Limiting the supply that is sold fresh would stabilize the price, just as CSA pricing does by charging in advance for an attractive bundle of crops. When excess supply threatens to lower prices, the fruit and vegetables would be frozen, canned, or dried, or made into products that can be stored for use year-round. In addition, investing in local and regional processing would stimulate local economies and provide jobs. Under the Capper-Volstead Act, farmer cooperatives can legally limit supply to ensure that a bumper harvest does not drag down prices and farms. Marketing orders can perform the same function. In designing this new parity system, we can take inspiration and practical pointers from the rich history of cooperatives in this country, especially among African-American farmers who have been able to preserve their farms through the Federation of Southern Coops, despite the hostile, racist environment. We need to delve into that history for ideas for decentralist design, community organization and mutual support.
Produce farmers continually complain that they have trouble finding enough workers who are skilled and reliable, but in most of the country, produce farms need more hands at only certain times of the year. Even where climate allows for year-round production, labor needs fluctuate resulting in jobs that are seasonal, and low-paid to boot. Organizing value-added enterprises could make year-round work possible: part of the year on farms, part spent on processing. As an example, a group of five apple farms in Wayne County, NY created the Empire Fruit Growers Cooperative, an apple processing facility, to provide year-round work. Some of the workers pick apples or prune trees part of the year and then join the processing team the rest of the year.
Of course, raising wages to livable levels, paying time-and-a-half for overtime and providing a decent package of benefits, health insurance, a day of rest, paid sick and family leave, unemployment insurance, workers’ compensation, and retirement funds would do wonders for attracting and retaining workers. Like farmers, farmworkers need freedom of association so that they can form groups or unions to negotiate fair pay and working conditions. If the farms were guaranteed prices that cover production costs – including these higher wages and benefits, as well as living wages for the farmers themselves – farm work could become the respected and desirable vocation that it deserves to be, especially considering the importance of farm products to human existence and the pleasures of working closely with nature.
To rectify the injustices of the New Deal parity system that allowed landowners to keep government loan money instead of giving sharecroppers their fair portion,[3] all farmers must be eligible for parity and supply management programs, whether they own land, rent it with cash payments, or farm through sharecropping. It is critical that we find a way to ensure that there is a democratic and participatory system on the county and state levels where stakeholders can hash out decisions about what supply of each crop is optimum, what loan levels are fair and who should get the benefits.

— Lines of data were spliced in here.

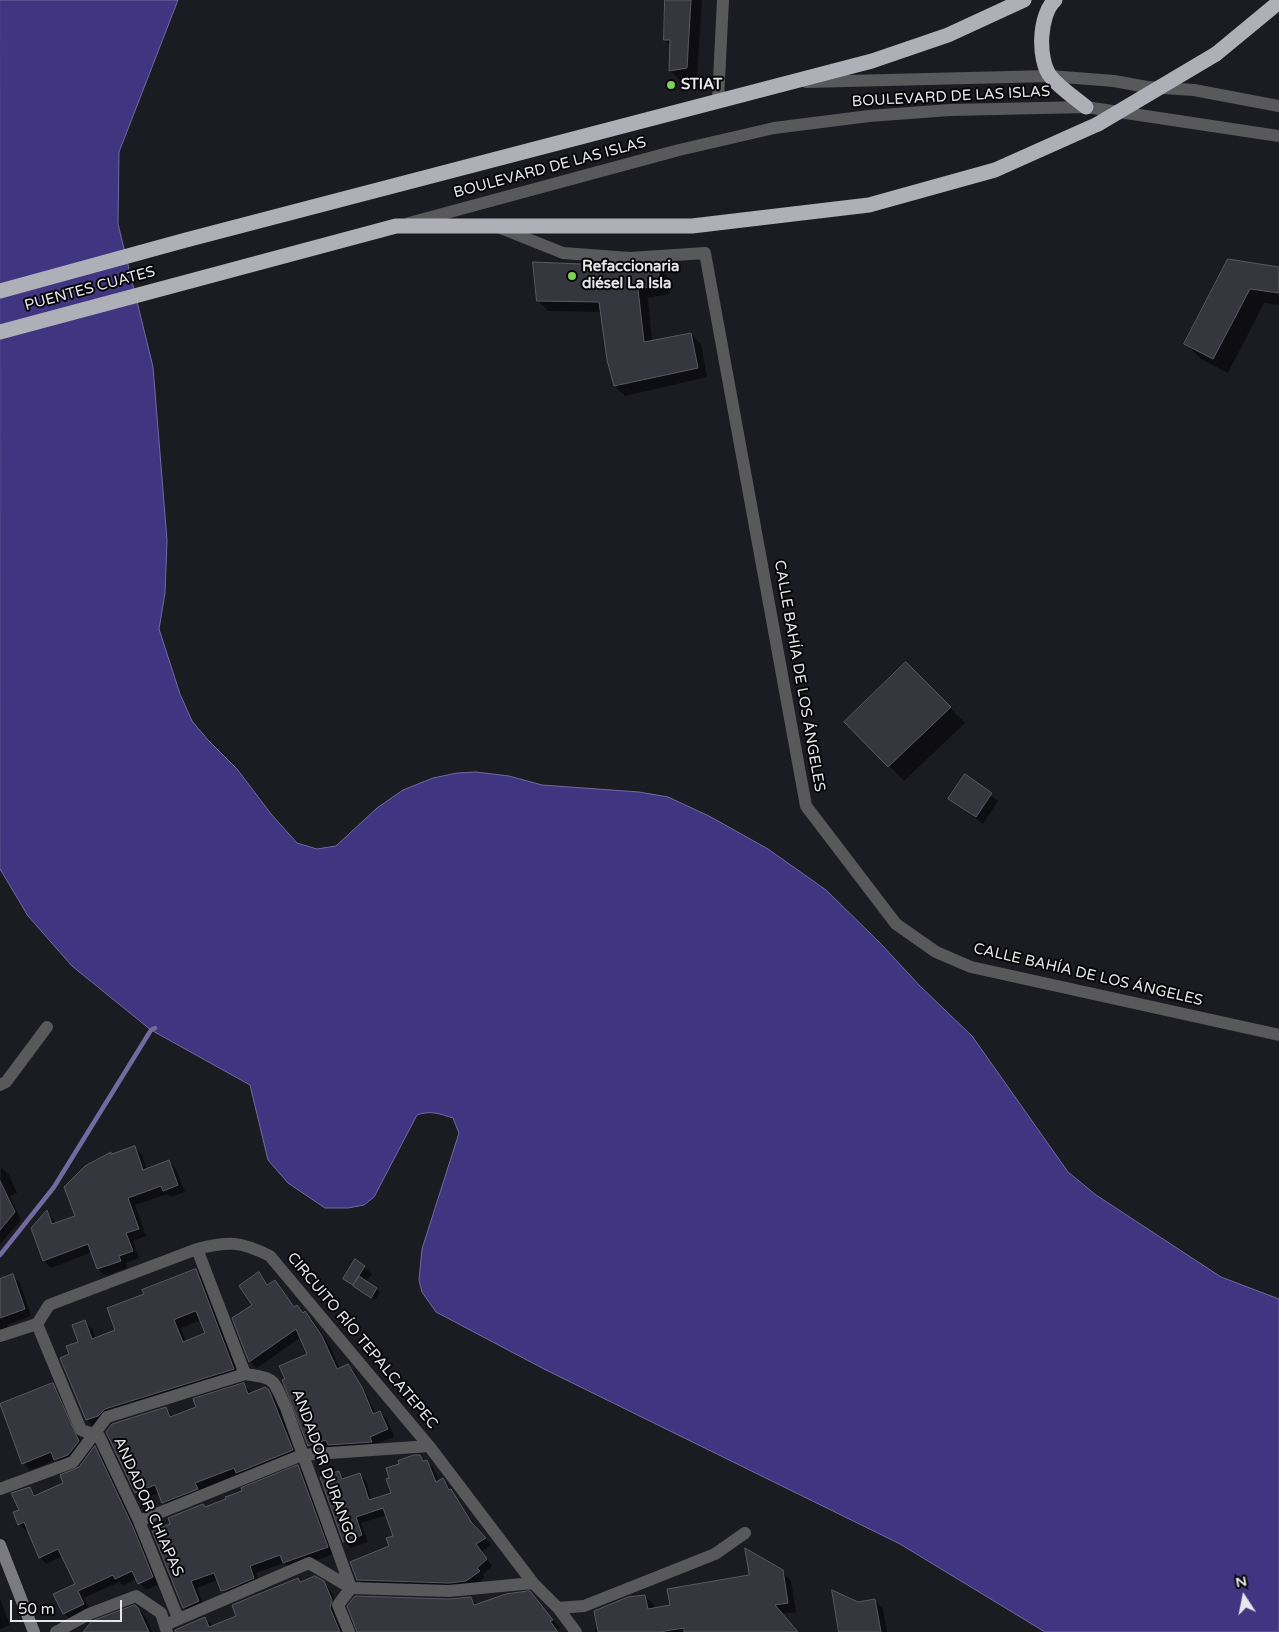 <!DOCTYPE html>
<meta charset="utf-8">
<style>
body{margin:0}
#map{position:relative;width:1279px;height:1632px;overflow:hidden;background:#1b1b22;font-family:"Varela Round",sans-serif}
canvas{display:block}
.north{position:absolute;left:1219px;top:1572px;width:50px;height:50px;-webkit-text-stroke:4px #060609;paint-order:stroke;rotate:349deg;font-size:14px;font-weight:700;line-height:20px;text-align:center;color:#e7e7eb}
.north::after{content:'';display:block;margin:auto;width:18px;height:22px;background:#e7e7eb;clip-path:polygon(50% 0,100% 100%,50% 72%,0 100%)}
.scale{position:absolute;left:10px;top:1600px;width:112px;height:22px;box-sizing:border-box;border:2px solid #e7e7eb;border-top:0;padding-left:6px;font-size:15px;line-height:18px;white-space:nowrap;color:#e7e7eb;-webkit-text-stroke:4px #060609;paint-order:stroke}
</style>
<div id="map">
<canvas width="1279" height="1632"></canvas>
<div class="north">N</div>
<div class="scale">50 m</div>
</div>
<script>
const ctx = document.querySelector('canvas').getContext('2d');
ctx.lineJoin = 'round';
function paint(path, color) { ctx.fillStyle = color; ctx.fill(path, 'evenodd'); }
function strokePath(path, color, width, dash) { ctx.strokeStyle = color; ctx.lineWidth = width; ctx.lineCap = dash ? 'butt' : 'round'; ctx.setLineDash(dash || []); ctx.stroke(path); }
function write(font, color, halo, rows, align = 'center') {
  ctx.font = font + ' "Varela Round",sans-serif'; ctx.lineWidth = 4; ctx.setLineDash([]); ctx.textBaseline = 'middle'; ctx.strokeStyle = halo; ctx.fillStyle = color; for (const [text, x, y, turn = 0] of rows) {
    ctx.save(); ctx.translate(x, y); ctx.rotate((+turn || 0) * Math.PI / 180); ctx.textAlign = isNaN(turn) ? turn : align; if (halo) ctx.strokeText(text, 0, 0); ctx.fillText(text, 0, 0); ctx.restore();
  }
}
const water = new Path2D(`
 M 0,0 L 178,0 L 119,152 L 118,224 L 153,367 L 167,540 L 165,593 L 159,629 L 180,694 L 192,721 L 208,740 L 237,769 L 271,814 L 297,843 L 317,849 L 336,846 L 377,808 L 403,790 L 433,778 L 457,773 L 476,772 L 509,776 L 542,785 L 639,792 L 668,797 L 709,816 L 768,849 L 826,890 L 880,943 L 920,986 L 972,1036 L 1068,1172 L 1096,1195 L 1221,1277 L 1279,1299 L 1279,1632 L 1045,1632 L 900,1544 L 544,1369 L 436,1312 L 422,1292 L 419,1280 L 422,1249 L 459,1133 L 453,1118 C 440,1114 431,1110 417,1115 L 374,1197 L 364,1205 L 348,1208 L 325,1208 L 288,1183 L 268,1160 L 250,1085 L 151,1030 L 72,966 L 28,916 L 0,869 Z`);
paint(water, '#413480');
strokePath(water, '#736aa0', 1);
paint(new Path2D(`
 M 666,0 L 702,0 L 697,78 L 681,81 L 670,71 L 671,46 L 665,40 Z
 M 1229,260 L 1279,269 L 1279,305 L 1264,303 L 1228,373 L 1201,359 L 1186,344 Z
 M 657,266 L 667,276 L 670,294 L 648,298 L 652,341 L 691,334 L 701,344 L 707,377 L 625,396 L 615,386 L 602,312 L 548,311 L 538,301 L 630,267 Z
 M 906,663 L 965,723 L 904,781 L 846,722 Z
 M 965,776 L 998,801 L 983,824 L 950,798 Z
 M 135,1147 L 142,1155 L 147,1170 L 169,1162 L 176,1169 L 185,1192 L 171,1197 L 168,1194 L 135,1205 L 146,1236 L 133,1241 L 139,1258 L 126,1263 L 127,1268 L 105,1276 L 98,1269 L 92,1252 L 51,1268 L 44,1261 L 33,1229 L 48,1212 L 56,1224 L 76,1217 L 112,1155 Z
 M 1,1167 L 9,1175 L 17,1193 L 10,1196 L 21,1220 L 0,1244 Z
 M 364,1267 L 372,1274 L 366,1282 L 380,1292 L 375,1300 L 345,1278 Z
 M 196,1270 L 203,1278 L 241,1377 L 95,1428 L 87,1420 L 62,1359 L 71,1355 L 80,1342 L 84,1322 L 92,1329 L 96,1339 L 117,1331 L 145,1295 ZM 201,1320 L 206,1334 L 186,1342 L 181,1328 Z
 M 259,1274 L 269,1285 L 275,1281 L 295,1308 L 297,1307 L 313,1320 L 329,1344 L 340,1369 L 348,1365 L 355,1372 L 376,1414 L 380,1412 L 387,1419 L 394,1437 L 376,1444 L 317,1453 L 310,1446 L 283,1381 L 309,1355 L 301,1337 L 257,1368 L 250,1362 L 234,1318 L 254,1305 Z
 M 12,1276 L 20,1283 L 31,1316 L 7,1325 L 9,1330 L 0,1332 L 0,1280 Z
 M 244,1384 L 252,1394 L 267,1389 L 274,1397 L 285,1419 L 299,1457 L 170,1509 L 163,1502 L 159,1493 L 143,1499 L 136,1492 L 166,1408 L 174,1417 L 197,1408 Z
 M 53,1385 L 60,1392 L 85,1449 L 63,1467 L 56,1460 L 30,1470 L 23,1463 Z
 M 95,1448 L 101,1455 L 139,1535 L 159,1584 L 146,1590 L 137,1579 L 123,1585 L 119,1582 L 84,1598 L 90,1611 L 70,1620 L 64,1613 L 76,1585 L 63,1556 L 46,1564 L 40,1557 L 28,1530 L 26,1531 L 19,1524 L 20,1510 L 29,1488 L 37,1496 L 64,1483 L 80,1468 Z
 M 420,1456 L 433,1468 L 439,1482 L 443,1479 L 449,1486 L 479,1531 L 491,1545 L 482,1551 L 492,1566 L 483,1575 L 485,1578 L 472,1586 L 365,1586 L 358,1579 L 391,1547 L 394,1537 L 387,1515 L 361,1523 L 368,1542 L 351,1548 L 344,1541 L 339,1472 L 345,1479 L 359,1474 L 366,1481 L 372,1501 L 392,1494 Z
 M 298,1467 L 305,1474 L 334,1554 L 291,1569 L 284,1563 L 256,1573 L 260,1585 L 229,1597 L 222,1590 L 218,1580 L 197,1588 L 205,1608 L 191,1615 L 184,1608 L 153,1531 L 228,1500 Z
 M 782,1571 L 791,1581 L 796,1612 L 782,1614 L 798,1632 L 595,1632 L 595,1629 L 645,1596 L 654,1605 L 654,1609 L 672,1606 Z
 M 298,1580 L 301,1583 L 323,1582 L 331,1591 L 339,1608 L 344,1632 L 175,1632 L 205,1618 L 213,1626 L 238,1616 Z
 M 471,1598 L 478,1605 L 537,1601 L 560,1628 L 557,1629 L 559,1632 L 358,1632 L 449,1600 Z
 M 0,1599 L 10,1625 L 0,1629 Z
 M 874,1600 L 883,1609 L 887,1632 L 841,1632 L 858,1604 Z
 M 138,1608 L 146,1617 L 152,1632 L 89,1632 Z`), '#0007');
strokePath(new Path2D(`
 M 0,1255 L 54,1187 L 151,1030 L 155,1028`), '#736aa0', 4.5);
const building = new Path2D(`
 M 665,0 L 691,0 L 687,68 L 669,71 L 670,40 L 664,40 Z
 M 1228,259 L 1279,267 L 1279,293 L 1250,289 L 1213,359 L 1184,344 Z
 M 533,262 L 630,266 L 657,264 L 661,285 L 638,289 L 644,342 L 691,333 L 698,368 L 614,386 L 607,360 L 599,302 L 537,301 Z
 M 906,662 L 951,707 L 888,767 L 844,722 Z
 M 965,774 L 992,793 L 976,817 L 948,799 Z
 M 135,1146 L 143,1170 L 169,1160 L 178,1185 L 163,1191 L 161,1186 L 128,1198 L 139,1229 L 126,1233 L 133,1251 L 119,1256 L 121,1261 L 97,1269 L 88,1244 L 43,1261 L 31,1228 L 47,1210 L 52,1224 L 75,1216 L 64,1187 L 85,1166 L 111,1152 L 111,1154 Z
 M 0,1181 L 15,1212 L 0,1230 Z
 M 355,1259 L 365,1266 L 353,1285 L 343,1279 Z
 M 196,1269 L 234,1369 L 105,1409 L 98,1416 L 86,1420 L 60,1358 L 69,1354 L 66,1346 L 78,1342 L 72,1325 L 85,1320 L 92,1339 L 115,1330 L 107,1308 L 144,1294 L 142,1290 ZM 196,1311 L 205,1333 L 183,1342 L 174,1320 Z
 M 259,1272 L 267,1285 L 275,1280 L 294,1307 L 297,1305 L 303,1313 L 305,1311 L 322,1336 L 337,1369 L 348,1364 L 362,1387 L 373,1414 L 380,1411 L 388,1429 L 370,1437 L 372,1442 L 328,1445 L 326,1440 L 308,1446 L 282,1380 L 285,1379 L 279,1366 L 307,1354 L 296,1329 L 249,1362 L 232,1318 L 252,1305 L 239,1286 Z
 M 13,1274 L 25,1309 L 0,1318 L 0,1279 Z
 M 359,1276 L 377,1288 L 371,1298 L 353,1286 Z
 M 53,1383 L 79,1441 L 68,1455 L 54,1460 L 51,1452 L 22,1464 L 0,1404 Z
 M 244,1383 L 248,1394 L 265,1387 L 269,1390 L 293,1450 L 236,1473 L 234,1468 L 195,1483 L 198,1489 L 162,1503 L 155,1485 L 135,1493 L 106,1432 L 112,1424 L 166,1407 L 170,1417 L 196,1407 L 193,1399 Z
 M 95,1446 L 133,1527 L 153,1577 L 138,1584 L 132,1571 L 115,1579 L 113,1575 L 78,1591 L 84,1604 L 63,1614 L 53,1594 L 75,1584 L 58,1549 L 39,1558 L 24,1522 L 18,1525 L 13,1512 L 19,1510 L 11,1493 L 30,1487 L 34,1496 L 63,1483 L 60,1475 L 79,1467 Z
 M 414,1455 L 420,1455 L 423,1461 L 427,1460 L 436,1482 L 443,1478 L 449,1490 L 451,1489 L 472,1523 L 486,1538 L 476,1544 L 487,1559 L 477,1568 L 480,1571 L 466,1581 L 449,1583 L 357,1580 L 350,1562 L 389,1546 L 386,1538 L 393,1536 L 383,1508 L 356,1517 L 362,1535 L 343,1542 L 320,1477 L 339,1471 L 342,1479 L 360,1473 L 369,1500 L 391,1493 L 386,1479 L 389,1478 L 386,1468 L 399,1464 L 398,1461 Z
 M 298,1465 L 328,1547 L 283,1563 L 280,1555 L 250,1566 L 254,1578 L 226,1590 L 221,1591 L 214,1573 L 191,1581 L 199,1601 L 183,1608 L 152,1531 L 170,1524 L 168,1518 L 203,1504 L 205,1507 L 226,1499 L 225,1497 L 242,1491 L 241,1488 Z
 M 745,1548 L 783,1570 L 788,1603 L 775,1605 L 798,1632 L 684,1632 L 684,1628 L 659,1632 L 598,1632 L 594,1611 L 628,1597 L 645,1595 L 648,1609 L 670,1605 L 667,1589 L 749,1575 Z
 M 315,1576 L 324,1581 L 332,1600 L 330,1608 L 340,1632 L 175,1632 L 175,1630 L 205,1617 L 209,1627 L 236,1616 L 232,1605 L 298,1578 L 300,1582 Z
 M 832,1590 L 858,1602 L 875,1599 L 881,1632 L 839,1632 Z
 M 530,1591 L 553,1620 L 550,1621 L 558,1632 L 357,1632 L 347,1606 L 355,1596 L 449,1599 L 471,1597 L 474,1605 L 506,1594 Z
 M 135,1605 L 138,1608 L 149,1632 L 83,1632 L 92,1621 Z`);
paint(building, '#36363e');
strokePath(building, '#5a5962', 1);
strokePath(new Path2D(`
 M 806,82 L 1050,76 L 1114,81 L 1147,87 L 1194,90 L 1279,106
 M 718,100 L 723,0
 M 409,223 L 679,150 L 774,128 L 869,116 L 950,110 L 1086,107 L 1279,136
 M 498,227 L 563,253 L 630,258 L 705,253 L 806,806 L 896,924 L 936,952 L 971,967 L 1279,1035
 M 0,1085 L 6,1082 L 47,1027
 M 197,1249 L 245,1374 C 277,1378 273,1380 286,1408 L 351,1588 L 338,1605 L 349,1632
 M 37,1324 L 81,1430 L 99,1436 L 139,1521 L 178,1618
 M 0,1336 L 37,1324 L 49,1305 L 197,1249 C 229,1241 240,1241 270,1256 L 429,1446 L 533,1583 L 558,1608 L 576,1632
 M 0,1489 L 73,1462 L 107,1417 L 245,1374
 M 139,1521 L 302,1455 L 429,1446
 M 558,1608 L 584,1606 L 715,1554 L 745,1533
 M 165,1625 L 309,1563 L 351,1588 L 449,1591 L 533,1583
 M 56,1632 L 89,1614 L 136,1596 L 161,1613 L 167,1632`), '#59595c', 12);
strokePath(new Path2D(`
 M 0,1545 L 34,1632`), '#7b7b81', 12);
strokePath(new Path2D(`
 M 1055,0 C 1039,14 1037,60 1051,77 C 1060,88 1075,98 1086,107
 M 1216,54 L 1279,2
 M 0,291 L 186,240 L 872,61 L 948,35 L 1024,0
 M 0,332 L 396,226 L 692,226 L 869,205 L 995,170 L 1098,124`), '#afafb8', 15);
strokePath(new Path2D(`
 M 1098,124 L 1216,54`), '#afafb8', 15);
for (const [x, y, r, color] of [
 [671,85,5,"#7dd154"],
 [572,276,5,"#7dd154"]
]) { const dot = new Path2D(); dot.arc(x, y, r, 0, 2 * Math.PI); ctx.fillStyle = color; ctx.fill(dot); strokePath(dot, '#060609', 2); }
write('bold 15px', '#e7e7eb', '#060609', [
 ["STIAT",681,85],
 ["Refaccionaria",582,267],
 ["diésel La Isla",582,284]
], 'left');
write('15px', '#e7e7eb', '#060609', [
 ["BOULEVARD DE LAS ISLAS",951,97,-3],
 ["BOULEVARD DE LAS ISLAS",550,168,-15],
 ["PUENTES CUATES",90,289,-15],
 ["CALLE BAHÍA DE LOS ÁNGELES",799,676,80],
 ["CALLE BAHÍA DE LOS ÁNGELES",1088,975,13],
 ["CIRCUITO RÍO TEPALCATEPEC",362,1341,50],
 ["ANDADOR DURANGO",324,1467,70],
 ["ANDADOR CHIAPAS",148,1507,66]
]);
</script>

If we hope to build a movement that will have the force to replace the neo-liberal economics of cheap food, corporate concentration and “free” trade agreements and to transform the industrial food system, we farmers need to work as allies with all the other sectors, from seed to table, to provide parity for all farmers and food workers alike. NOFA’s foundational values hold that everything is interconnected, that resiliency depends on diversity, and that the way we choose to live demands peace and justice. Farmers and food workers united in a movement together will have the power to create a new parity system shaped by these values.